I want to pose a question, as a prelude to looking at Amazon’s and Google’s quarters. The question is “Is the kind of intelligence portrayed in the movie ‘Her’ possible?” The reason for the question is that it’s clear that the notion of almost-human machine intelligence in the movie captured a lot of imaginations. It’s also clear that deep inside the plot line there are real technical paths to explore, real opportunities to address. For two companies whose future may depend on seizing the future, the question of “Her” feasibility is an important one.
Experts on the subject of machine intelligence, including one of Siri’s creators, are quick to point out that this movie pushes the boundaries significantly beyond the state of the art. I agree, but I think that misses the point. Can we make a machine so human it can provoke an emotion like love? Probably not, but we almost certainly can make one mimic human behavior quite effectively in a controlled context. To be sure, there are probably people who’d like to have a machine-intelligence friend/lover but most of us are just looking for machine-intelligence to be “intelligent”.
This is where Amazon and Apple and Google come in. Leaving aside those who want machine relationships and not intelligent answers, mobile broadband sets contextual boundaries on what people would look for from machine intelligence. I think I mentioned that the number one contextual question from a mobile user is “What’s that?” (closely followed by “Where am I?”) The combination of location, the specific visual focus, and the social context of a question considerably narrows the field of what’s expected, which makes it far easier to generate a machine response. You can imagine the rules associated with carrying on a conversation in abstract, then imagine the rules that are associated with someone walking down a street. In the latter context, the most likely conversations would be related to location/surroundings, so you could quickly tune voice recognition to preference this sort of inquiry. And if you could do this, you could create contextual mobile broadband services that people would buy.
According to Juniper Research, mobile users will spend $75 billion on apps by 2017. To put this into perspective, that’s more than the global telecom industry is expected to spend on IT in that same year (Ovum). How much money might be earned by supporting users in contextual services? I think, a lot, which is significant when you consider this in light of the recent numbers from Amazon and Google.

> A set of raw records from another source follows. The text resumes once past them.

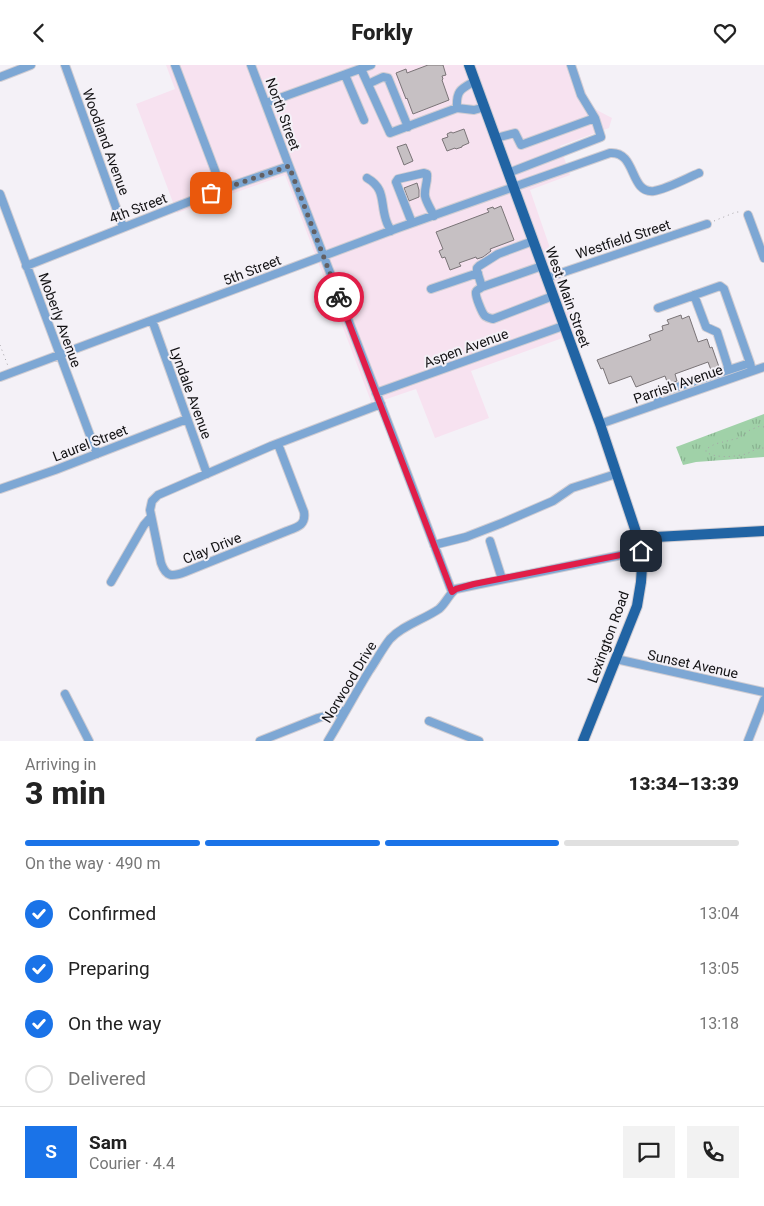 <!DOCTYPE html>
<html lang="en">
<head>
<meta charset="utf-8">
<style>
	body { margin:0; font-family:Roboto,sans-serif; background:#f2f2f2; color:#222; height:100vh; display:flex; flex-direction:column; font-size:19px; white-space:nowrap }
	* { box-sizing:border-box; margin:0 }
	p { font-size:16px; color:#767676 }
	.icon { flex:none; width:28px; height:28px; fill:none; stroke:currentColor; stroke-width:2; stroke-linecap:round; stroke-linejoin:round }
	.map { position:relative; height:676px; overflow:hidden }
	.details { display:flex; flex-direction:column; background:#fff; flex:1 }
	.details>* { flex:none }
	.pin { position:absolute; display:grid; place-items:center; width:42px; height:42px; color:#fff; margin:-21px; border-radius:10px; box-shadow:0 2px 8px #0006 }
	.courier { position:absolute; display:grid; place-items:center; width:50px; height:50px; margin:-25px; border:4px solid #e11d48; border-radius:50%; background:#fff; color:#222; box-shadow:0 1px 6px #0007 }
	.overview em { font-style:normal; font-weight:800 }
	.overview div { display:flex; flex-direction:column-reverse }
	.overview { display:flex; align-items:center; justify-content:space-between; height:85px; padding:0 25px }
	h1 { font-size:32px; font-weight:800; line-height:38px }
	.bar { display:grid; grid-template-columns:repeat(4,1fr); gap:8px 5px; align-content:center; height:60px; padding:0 25px }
	.bar i { height:6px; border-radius:4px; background:#e0e0e0 }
	.bar .selected { background:#1a73e8 }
	.bar p { grid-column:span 4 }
	.line { display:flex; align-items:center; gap:12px; padding:0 25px; border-top:1px solid #e0e0e0 }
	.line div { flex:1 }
	.round { display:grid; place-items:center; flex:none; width:52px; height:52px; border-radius:0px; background:#f2f2f2 }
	ol { padding:0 25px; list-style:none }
	li { display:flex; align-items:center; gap:15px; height:55px }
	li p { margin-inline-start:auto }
	li .icon { padding:5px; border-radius:50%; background:#1a73e8; color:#fff; stroke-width:4 }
	li:last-child { color:#767676 }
	li i { width:28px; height:28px; border:2px solid #e0e0e0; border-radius:50% }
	header { display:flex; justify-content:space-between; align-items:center; height:65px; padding:0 25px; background:#fff; font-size:22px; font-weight:800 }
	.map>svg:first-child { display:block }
</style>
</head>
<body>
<header><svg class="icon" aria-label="back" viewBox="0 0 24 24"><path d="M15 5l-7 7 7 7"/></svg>Forkly<svg class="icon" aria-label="heart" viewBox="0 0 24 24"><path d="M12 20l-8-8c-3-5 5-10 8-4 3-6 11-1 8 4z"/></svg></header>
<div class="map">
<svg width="764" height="676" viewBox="0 0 764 676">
	<defs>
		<pattern id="park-tufts" width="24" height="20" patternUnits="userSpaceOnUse" patternTransform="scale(1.25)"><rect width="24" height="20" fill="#a0d1a8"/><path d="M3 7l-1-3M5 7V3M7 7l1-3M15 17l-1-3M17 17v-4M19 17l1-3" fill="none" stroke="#89b290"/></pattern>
	</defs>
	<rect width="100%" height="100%" fill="#f4f1f7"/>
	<path fill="#f7e2f0" d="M166 0H576L591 42 612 53 609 63 560 81 570 110 530 125 579 267 471 306 489 353 435 373 416 324 372 339 285 110 177 148 136 39 175 24Z"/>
	<path fill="url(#park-tufts)" d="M764 349V392L696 397 683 400 676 382Z"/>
	<path fill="#c6c0c3" stroke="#7a7477" d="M428 0H443L446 10 442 11 443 14 442 15 449 35 413 49 407 33 406 34 396 8 406 4 407 8Z
		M464 64 469 78 462 81V82L456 84 455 83 447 86 442 74 448 72 447 69 451 67 453 68Z
		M406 79 413 96 404 100 397 82Z
		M417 118 419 125V132L409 136 404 123Z
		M501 141 514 175 490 184 491 186 483 192 477 194 476 192 459 198 461 201 450 205 445 192 442 193 439 186 443 184 436 167 489 147 487 144 493 142 494 144Z
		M681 250 682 254 689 251 698 277 707 274 710 283 712 282 719 302 711 305 708 297 675 309 677 316 668 319 665 311 636 322 631 311 609 319 603 303 601 304 597 295 651 275 649 270 663 265 662 261 669 259 667 255Z"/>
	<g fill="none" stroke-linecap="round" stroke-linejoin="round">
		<g stroke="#d0cdd3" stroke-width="10">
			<path id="minor" d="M65 0 123 162
				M175 0 222 124
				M251 0 289 101 393 371 452 527
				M571 0 581 30 595 53
				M361 4 390 68 457 43 474 45 485 42
				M345 10 364 55
				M0 12 31 0
				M368 19 383 12 388 13 408 62
				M266 38 371 0
				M457 43C456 25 461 24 475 16
				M496 73 515 68 521 80 595 53 601 72 508 108
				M367 113C386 124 380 137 386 155 387 159 389 162 391 166
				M0 129 97 389
				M748 150 764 193
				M412 158 396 117 398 114 424 108 427 109C428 117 424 123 425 131 426 137 431 144 434 151
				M26 201 211 128 289 101
				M542 201 482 222C480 224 477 224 476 227 475 231 482 248 485 251 488 253 489 253 493 254L553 231
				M546 213 707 159
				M482 222 477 206V203L479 201 498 189 533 176
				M431 224 478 208
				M694 230 706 262 717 267 729 305
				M658 243 720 221 724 224 750 298
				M152 255 207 409
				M0 312 398 163 610 88C637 86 629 129 654 126 667 124 687 113 699 108
				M376 328 563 261
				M659 338 656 329 750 298 751 302
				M600 359 764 302
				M278 379 304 447C306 460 298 462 287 466L185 507C172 512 166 512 161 498L150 445 152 436 158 430 271 381 381 339
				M0 424 55 405 187 354
				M490 476 502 514
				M434 480 466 472 502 458 553 436 572 423 616 409
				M111 517 144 460 151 452
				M616 594 764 627
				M65 629 89 676
				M429 656 479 676
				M260 676 318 653 346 645
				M328 676C342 653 355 629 369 606 376 596 382 584 390 574 403 560 423 555 439 544 446 538 449 529 456 524L641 486
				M748 676 764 635"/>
		</g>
		<g stroke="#d0cdd3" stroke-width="12">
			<path id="major" d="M469 0 600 359 638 473 642 501 641 517 637 541 583 676
				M638 473 764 466"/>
		</g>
		<path stroke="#a5a3a7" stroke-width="1" stroke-dasharray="1 4" stroke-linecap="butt" d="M714 156 736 147H741
			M0 280 8 301
			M764 362 760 361 750 365 739 373 715 379 706 384V387C715 393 731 392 741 390 751 389 753 383 764 383"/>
		<use href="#minor" stroke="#7da7d4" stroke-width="8"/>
		<use href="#major" stroke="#2164a4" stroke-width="10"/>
	</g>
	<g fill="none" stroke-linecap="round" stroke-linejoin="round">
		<path stroke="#626063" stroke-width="5" stroke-dasharray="0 9" d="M211 128 289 101 339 232"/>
		<path stroke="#e11d48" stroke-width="6" d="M339 232 452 527 456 524 474 519 641 486"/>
	</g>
	<g text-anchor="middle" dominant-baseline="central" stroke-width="4" stroke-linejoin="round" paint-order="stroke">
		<g font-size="14" fill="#131214" stroke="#f4f1f7">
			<text transform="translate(283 49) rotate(70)">North Street</text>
			<text transform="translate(106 77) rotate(70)">Woodland Avenue</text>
			<text transform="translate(138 143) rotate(-21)">4th Street</text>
			<text transform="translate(623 174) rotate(-18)">Westfield Street</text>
			<text transform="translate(252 205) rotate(-21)">5th Street</text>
			<text transform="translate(568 232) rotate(70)">West Main Street</text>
			<text transform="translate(60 255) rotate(70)">Moberly Avenue</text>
			<text transform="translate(466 283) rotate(-20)">Aspen Avenue</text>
			<text transform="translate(678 319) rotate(-19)">Parrish Avenue</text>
			<text transform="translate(191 328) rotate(70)">Lyndale Avenue</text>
			<text transform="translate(90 378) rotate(-21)">Laurel Street</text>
			<text transform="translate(212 483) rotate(-22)">Clay Drive</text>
			<text transform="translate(608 572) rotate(-70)">Lexington Road</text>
			<text transform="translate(693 599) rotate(12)">Sunset Avenue</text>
			<text transform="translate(349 617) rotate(-59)">Norwood Drive</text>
		</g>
	</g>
</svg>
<div class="pin" style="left:211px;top:128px;background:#ea580c"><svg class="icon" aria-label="bag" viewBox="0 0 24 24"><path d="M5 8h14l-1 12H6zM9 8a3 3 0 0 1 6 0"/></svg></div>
<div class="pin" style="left:641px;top:486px;background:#1f2937"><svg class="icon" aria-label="home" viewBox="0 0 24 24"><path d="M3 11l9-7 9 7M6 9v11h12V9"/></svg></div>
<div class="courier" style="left:339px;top:232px"><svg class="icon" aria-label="bike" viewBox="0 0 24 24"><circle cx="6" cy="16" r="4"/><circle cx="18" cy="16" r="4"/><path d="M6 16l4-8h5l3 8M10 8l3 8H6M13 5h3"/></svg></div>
</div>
<section class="details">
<div class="overview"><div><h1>3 min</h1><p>Arriving in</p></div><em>13:34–13:39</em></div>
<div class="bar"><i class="selected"></i><i class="selected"></i><i class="selected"></i><i></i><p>On the way · 490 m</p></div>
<ol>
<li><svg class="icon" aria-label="check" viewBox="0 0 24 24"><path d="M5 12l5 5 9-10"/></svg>Confirmed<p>13:04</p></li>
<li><svg class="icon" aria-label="check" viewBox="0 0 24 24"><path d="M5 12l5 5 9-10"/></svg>Preparing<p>13:05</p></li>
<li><svg class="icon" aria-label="check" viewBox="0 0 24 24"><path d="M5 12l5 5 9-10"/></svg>On the way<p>13:18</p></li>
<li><i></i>Delivered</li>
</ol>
<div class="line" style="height:90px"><b class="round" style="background:#1a73e8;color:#fff">S</b><div><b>Sam</b><p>Courier · 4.4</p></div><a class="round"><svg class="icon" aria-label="chat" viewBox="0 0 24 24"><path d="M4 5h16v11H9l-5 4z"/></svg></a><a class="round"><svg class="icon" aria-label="phone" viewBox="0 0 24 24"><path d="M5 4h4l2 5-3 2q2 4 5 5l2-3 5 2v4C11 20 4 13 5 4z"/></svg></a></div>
</section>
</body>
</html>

In Amazon’s case, you have a good story that wasn’t good enough; profits and revenues beat but not by as much as the Street had hoped for. What was most interesting about Amazon’s story in our view was that the cloud (AWS) didn’t really figure much into Street commentary. Why that’s notable is that if you pull out the notion of the cloud, then Amazon is nothing but a low-price online retailer and it’s really hard IMHO to justify the heady share price. I don’t think Amazon would be pushing the cloud if it didn’t think it had to, and yet the Street is focusing on its old-line retail business.
Amazon is in fact the largest and (currently) the most innovative player in the cloud space, but it’s just hitting growth targets and not blowing them away, despite the fact that it’s doing a lot in a technical sense to make its cloud better. The expanded model of platform services in the cloud is something Amazon has down perfectly, and exploits nicely with its Kindle. But Amazon needs to be a mass-market cloud player just like it needs to be a mass-market retailer, perhaps even more so. That means going beyond simply supporting Kindle to supporting the contextual service model that “Her” suggests is possible.
Some will say this argues for Amazon getting into the phone business, which many believe they will at some point. Actually fielding a smartphone and becoming an MVNO might in fact work for Amazon. The problem is that an Amazon phone might also be a major diversion at a time when Amazon doesn’t need one. The thing Amazon needs is a set of apps that can exploit AWS to mobile broadband users wanting contextual services. It doesn’t have to be linked to an Amazon phone; the profits would be better as a standalone and it would likely provoke a less dramatic competitive response.
Google has, perhaps, an even greater motivation. Google’s in-line results would very possibly have led their shares downward had it not been for the story that Google was looking to shed its Motorola handset business, whose margins and potential for growth the Street never liked. Google is now clearly counterpunching with Facebook in its positioning of mobile, and that is where I think they’re making a mistake.
At a high level, the Google decision (if proved) to shed mobile handsets is an indication that it’s not going to make mobile/Android directly profitable. Google is also admitting, with its new assertion that media is media and mobile is just one place to get it, that it’s not going to be able to lead in mobile advertising. Thus, they want to play down the value of the whole category. The problem is that, as I’ve been saying, online advertising is largely a zero-sum game and if Google takes a decisive step away from being a “mobile player” and asserts “mobile advertising” is just another face of the ad coin, it’s positioning away from some piece—perhaps the largest piece—of that zero-sum pie. That makes it a less-than-zero-sum for Google.
There is no player in the market who should have a better handle on contextual services than Google (except perhaps Apple, who appears equally clueless). They have all the pieces, including mapping, search, social networking chat and voice calling—there are few elements missing from that picture of context, except perhaps for the will to drive it forward. Given how the movie resonates with people for what networked intelligence and context could combine to do, maybe Google (or Amazon, or Apple) will finally get it. We can’t get to “Her” but we might get closer than anyone thinks.